■ WHAT TO PRODUCE ■
Only lines that contain the word "lists" are to be returned from the data below.
::: SUPPLIED MATERIAL :::
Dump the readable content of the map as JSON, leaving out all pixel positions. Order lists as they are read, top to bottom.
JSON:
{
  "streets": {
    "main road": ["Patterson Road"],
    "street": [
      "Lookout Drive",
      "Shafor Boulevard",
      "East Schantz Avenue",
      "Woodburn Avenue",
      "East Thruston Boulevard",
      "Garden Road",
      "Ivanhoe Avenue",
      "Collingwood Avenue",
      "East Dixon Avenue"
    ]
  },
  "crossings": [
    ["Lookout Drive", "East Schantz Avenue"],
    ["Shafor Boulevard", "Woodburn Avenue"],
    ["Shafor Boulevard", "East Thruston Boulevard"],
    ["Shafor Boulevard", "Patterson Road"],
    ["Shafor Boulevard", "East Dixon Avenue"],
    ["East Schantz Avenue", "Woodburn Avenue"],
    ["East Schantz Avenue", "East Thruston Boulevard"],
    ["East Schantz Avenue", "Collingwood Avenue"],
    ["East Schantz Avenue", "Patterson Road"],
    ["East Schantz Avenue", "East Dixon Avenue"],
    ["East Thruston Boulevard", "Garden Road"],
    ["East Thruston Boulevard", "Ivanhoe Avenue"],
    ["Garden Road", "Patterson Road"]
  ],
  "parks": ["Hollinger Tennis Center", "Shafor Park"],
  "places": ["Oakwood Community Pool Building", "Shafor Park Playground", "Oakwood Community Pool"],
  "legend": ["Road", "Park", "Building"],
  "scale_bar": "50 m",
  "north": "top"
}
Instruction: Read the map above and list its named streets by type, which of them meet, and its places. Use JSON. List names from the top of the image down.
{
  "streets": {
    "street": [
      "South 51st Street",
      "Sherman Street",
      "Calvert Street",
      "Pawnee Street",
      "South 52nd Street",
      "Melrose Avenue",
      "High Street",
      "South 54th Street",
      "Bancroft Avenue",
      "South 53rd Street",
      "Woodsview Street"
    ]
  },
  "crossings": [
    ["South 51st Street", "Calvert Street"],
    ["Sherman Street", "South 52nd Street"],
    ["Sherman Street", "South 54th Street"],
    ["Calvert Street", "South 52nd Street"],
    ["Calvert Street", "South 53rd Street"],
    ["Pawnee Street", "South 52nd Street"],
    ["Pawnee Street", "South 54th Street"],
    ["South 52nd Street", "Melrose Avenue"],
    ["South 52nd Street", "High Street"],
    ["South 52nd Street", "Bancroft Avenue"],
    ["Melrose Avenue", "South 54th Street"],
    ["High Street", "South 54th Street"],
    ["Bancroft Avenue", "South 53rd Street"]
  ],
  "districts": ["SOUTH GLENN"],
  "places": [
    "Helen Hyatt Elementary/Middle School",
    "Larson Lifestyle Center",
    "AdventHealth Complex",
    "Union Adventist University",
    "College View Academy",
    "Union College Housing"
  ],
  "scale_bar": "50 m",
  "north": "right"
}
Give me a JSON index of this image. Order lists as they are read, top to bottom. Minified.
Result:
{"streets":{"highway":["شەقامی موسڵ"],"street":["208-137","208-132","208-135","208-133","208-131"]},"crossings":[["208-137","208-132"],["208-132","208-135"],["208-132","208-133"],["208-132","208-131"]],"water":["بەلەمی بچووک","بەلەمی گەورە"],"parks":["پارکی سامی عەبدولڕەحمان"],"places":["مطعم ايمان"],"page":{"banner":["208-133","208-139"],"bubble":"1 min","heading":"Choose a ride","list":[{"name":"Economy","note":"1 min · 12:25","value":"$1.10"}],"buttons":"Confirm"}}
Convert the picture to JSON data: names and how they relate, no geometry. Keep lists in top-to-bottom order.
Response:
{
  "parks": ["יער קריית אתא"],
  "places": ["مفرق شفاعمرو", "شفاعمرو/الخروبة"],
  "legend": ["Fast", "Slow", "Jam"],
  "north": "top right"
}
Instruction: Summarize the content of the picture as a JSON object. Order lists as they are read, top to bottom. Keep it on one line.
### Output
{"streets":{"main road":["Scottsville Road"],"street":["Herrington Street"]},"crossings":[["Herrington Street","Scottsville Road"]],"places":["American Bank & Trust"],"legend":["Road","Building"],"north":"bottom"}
:::
■ TASK RESPONSE ■
Dump the readable content of the map as JSON, leaving out all pixel positions. Order lists as they are read, top to bottom.
Give me a JSON index of this image. Order lists as they are read, top to bottom. Minified.
Convert the picture to JSON data: names and how they relate, no geometry. Keep lists in top-to-bottom order.
Instruction: Summarize the content of the picture as a JSON object. Order lists as they are read, top to bottom. Keep it on one line.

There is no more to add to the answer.